William Perehudoff, a prominent abstract painter in Saskatchewan, had an early connection to the Emma Lake Artists’ Workshops. He and his wife, painter Dorothy Knowles, had a cabin nearby, and Perehudoff attended workshops between 1957 and 1968. Well-known American modernist painters and the critic Clement Greenberg taught there, strongly contributing to the development of abstract painting on the Prairies. Perehudoff was already painting abstractly, and he connected in the 1962 workshop with Greenberg and the 1963 workshop with Kenneth Noland. Perehudoff was passionately concerned with colour, and thus found commonality in Noland’s work. Exposure to artists and critics of international repute, who appreciated what he was doing, made Perehudoff more ambitious and confident. Strong and self-assured, Blue Symphony embodies this confidence. Its rich, softly modulated cobalt colour field is contrasted with stripes in vibrant tones of orange, yellow and red.
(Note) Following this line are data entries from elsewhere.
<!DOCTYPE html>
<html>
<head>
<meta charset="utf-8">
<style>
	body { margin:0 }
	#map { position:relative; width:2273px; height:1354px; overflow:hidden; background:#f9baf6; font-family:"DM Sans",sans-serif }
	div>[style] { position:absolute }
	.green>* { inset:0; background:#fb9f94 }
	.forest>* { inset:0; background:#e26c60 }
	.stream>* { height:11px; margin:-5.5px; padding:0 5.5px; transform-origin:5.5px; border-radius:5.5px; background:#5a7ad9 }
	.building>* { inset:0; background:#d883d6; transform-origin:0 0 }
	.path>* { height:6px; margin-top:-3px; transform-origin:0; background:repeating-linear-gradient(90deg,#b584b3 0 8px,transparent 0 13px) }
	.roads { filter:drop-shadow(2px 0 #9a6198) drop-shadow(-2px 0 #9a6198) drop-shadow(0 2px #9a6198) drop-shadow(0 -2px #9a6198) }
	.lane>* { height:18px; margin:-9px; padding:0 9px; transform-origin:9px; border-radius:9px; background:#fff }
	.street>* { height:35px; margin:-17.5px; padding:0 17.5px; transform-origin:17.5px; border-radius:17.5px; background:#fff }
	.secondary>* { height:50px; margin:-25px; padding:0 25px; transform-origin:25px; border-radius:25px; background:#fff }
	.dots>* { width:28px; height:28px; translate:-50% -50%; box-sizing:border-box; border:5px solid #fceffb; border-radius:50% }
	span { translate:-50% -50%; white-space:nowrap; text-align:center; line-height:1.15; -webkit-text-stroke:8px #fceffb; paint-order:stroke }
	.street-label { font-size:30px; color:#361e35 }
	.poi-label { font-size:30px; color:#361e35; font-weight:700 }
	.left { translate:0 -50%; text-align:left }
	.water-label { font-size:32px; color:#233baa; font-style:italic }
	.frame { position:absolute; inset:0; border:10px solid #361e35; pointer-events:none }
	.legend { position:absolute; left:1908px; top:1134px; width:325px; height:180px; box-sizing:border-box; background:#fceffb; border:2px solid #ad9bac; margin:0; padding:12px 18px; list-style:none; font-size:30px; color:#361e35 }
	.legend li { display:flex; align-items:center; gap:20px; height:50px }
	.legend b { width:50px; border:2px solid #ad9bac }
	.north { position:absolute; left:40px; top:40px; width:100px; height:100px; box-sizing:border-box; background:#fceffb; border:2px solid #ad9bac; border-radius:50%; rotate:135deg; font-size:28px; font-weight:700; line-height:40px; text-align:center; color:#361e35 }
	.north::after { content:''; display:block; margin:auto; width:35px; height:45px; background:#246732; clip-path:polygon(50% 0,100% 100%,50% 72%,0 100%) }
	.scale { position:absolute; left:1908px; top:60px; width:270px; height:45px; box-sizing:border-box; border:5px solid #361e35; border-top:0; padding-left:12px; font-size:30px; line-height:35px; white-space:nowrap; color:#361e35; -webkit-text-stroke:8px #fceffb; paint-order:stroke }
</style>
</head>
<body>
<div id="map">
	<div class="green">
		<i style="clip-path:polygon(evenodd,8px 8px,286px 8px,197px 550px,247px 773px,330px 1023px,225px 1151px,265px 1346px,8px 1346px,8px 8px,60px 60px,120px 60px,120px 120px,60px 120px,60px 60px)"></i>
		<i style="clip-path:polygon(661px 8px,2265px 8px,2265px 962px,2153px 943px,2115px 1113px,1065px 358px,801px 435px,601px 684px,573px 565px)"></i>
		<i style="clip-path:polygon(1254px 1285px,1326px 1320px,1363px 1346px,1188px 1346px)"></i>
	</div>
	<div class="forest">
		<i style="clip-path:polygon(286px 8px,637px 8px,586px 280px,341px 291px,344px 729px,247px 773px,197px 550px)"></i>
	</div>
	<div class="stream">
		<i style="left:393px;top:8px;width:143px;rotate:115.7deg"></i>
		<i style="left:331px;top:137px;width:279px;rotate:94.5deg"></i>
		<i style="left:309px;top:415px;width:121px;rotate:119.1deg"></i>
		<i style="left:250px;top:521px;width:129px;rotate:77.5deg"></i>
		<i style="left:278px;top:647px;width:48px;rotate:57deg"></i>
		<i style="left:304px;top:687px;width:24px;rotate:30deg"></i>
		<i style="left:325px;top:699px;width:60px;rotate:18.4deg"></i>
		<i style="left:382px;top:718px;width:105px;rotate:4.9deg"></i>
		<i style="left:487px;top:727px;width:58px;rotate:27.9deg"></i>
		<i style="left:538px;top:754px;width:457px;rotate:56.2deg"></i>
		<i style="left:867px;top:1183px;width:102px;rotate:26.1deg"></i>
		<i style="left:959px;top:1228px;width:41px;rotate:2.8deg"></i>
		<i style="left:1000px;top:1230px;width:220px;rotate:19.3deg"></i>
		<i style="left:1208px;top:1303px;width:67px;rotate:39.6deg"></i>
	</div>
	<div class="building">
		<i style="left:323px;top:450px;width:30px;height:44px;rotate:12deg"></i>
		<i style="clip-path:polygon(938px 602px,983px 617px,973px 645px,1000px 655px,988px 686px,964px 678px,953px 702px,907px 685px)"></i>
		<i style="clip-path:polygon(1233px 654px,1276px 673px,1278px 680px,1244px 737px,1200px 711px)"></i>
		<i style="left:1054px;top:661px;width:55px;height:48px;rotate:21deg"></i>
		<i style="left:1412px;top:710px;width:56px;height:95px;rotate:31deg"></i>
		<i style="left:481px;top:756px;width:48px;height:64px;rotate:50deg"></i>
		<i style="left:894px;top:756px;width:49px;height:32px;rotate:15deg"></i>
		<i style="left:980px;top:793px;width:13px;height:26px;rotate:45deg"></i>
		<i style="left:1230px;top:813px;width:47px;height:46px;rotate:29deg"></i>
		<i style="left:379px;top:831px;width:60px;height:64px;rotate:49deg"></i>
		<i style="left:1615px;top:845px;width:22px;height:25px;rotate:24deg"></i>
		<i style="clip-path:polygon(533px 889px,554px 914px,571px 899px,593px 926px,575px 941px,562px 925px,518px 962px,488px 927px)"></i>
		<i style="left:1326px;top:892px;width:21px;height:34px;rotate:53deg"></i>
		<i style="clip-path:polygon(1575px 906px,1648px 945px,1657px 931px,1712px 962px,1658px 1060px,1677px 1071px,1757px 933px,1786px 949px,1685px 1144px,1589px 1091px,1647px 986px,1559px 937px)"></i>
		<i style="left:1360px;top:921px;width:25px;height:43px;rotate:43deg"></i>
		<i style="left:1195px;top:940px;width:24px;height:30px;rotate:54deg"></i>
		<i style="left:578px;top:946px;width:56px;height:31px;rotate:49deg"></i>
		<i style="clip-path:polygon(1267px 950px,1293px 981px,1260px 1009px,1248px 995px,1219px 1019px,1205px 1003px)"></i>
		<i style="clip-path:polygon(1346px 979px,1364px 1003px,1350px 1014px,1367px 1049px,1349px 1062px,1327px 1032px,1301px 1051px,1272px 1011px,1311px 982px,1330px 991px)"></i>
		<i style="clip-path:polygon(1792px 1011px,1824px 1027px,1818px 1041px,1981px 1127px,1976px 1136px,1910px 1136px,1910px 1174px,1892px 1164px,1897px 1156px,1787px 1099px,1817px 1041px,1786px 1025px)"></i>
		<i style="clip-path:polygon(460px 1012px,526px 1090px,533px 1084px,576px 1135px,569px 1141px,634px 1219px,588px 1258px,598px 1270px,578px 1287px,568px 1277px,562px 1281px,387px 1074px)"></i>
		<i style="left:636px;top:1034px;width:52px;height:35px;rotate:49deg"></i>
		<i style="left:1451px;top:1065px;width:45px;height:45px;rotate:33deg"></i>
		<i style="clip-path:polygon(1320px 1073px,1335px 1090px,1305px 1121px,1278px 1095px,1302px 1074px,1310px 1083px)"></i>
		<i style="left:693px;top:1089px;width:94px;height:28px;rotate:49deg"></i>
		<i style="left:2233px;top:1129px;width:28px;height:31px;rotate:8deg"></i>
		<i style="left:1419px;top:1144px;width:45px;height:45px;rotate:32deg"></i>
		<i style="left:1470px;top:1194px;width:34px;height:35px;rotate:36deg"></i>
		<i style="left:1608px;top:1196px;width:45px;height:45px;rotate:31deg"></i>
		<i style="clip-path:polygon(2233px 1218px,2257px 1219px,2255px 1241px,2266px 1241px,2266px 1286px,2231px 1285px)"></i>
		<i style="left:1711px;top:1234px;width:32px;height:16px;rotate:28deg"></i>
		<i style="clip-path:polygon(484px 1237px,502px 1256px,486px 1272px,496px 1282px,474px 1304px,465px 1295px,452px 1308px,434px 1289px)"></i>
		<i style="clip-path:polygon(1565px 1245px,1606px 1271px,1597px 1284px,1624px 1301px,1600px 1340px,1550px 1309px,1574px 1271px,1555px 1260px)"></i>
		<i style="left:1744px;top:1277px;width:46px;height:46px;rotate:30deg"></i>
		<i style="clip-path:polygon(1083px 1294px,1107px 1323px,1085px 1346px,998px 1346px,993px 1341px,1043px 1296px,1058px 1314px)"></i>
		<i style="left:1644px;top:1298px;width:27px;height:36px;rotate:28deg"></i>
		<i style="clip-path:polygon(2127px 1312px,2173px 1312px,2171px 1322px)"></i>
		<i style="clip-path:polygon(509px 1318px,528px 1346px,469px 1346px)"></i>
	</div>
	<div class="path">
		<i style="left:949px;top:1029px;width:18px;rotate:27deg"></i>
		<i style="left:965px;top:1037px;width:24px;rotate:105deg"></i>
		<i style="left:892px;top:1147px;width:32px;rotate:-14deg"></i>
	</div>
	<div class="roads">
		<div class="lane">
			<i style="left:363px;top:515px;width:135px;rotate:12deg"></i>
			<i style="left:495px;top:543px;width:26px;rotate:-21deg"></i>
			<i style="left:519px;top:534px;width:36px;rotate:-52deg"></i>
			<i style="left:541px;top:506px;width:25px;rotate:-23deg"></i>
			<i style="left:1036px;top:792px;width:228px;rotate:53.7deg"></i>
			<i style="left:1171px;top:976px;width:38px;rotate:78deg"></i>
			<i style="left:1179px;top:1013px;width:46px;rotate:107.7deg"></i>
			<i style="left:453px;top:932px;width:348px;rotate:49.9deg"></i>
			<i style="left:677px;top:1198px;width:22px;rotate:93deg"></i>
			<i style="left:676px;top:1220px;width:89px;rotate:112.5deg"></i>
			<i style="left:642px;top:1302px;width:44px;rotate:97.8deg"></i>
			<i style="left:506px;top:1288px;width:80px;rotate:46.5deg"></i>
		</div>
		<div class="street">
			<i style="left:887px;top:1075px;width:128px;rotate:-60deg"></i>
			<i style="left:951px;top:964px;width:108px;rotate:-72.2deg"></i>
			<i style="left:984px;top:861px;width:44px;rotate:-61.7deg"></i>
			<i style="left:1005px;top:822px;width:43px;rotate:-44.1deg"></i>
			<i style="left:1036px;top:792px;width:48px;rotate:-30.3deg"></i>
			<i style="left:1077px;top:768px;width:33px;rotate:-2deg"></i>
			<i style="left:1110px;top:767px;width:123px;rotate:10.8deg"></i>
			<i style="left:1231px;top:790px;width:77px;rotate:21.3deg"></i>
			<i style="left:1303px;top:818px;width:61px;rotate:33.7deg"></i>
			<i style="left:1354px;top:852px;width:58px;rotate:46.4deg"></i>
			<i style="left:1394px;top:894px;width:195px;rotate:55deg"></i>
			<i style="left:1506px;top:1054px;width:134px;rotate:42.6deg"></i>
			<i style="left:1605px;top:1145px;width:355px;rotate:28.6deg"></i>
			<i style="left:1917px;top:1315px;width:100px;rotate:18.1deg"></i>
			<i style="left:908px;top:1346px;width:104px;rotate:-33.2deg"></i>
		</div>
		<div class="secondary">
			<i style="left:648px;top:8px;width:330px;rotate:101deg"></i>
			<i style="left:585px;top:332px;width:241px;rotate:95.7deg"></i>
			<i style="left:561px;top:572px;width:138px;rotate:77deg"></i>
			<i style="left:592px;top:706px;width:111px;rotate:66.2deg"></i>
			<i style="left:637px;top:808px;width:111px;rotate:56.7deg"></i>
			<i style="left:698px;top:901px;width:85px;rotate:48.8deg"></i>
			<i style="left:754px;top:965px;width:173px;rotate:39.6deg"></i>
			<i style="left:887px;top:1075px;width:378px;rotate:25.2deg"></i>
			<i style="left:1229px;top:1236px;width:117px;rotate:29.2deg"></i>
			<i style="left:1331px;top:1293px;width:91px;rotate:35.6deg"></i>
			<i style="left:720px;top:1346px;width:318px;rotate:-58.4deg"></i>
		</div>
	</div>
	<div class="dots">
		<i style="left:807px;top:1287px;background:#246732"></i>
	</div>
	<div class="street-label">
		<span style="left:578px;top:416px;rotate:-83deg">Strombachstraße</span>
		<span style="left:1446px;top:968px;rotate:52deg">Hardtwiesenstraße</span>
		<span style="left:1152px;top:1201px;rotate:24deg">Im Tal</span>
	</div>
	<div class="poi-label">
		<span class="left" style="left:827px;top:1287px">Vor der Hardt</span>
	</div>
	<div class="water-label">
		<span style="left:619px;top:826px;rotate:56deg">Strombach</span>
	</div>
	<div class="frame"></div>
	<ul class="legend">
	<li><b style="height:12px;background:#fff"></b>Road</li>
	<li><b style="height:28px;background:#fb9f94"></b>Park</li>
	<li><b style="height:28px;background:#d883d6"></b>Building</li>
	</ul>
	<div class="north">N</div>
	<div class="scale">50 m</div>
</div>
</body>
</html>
Placed on the diagonal and running off the edge of the canvas, these ragged-edged stripes are bold and animated.
The previous collector of this fine Perehudoff painting was Frederick Mendel, a refugee from Nazi Germany who founded Intercontinental Packers in Saskatoon, and who endowed the Mendel Art Gallery in 1960.
Included with this lot are five publications: The Mendel Collection, Saskatoon Art Centre, 1949; The Frederick S. Mendel Collection, Winnipeg Art Gallery, 1955; Eva Miller, The Mendel Collection, Mendel Art Gallery, 1964; Nancy Tousley, William Perehudoff, Mendel Art Gallery, 1994; and Karen Wilkin et al., The Optimism of Colour: William Perehudoff, A Retrospective, Mendel Art Gallery, 2010.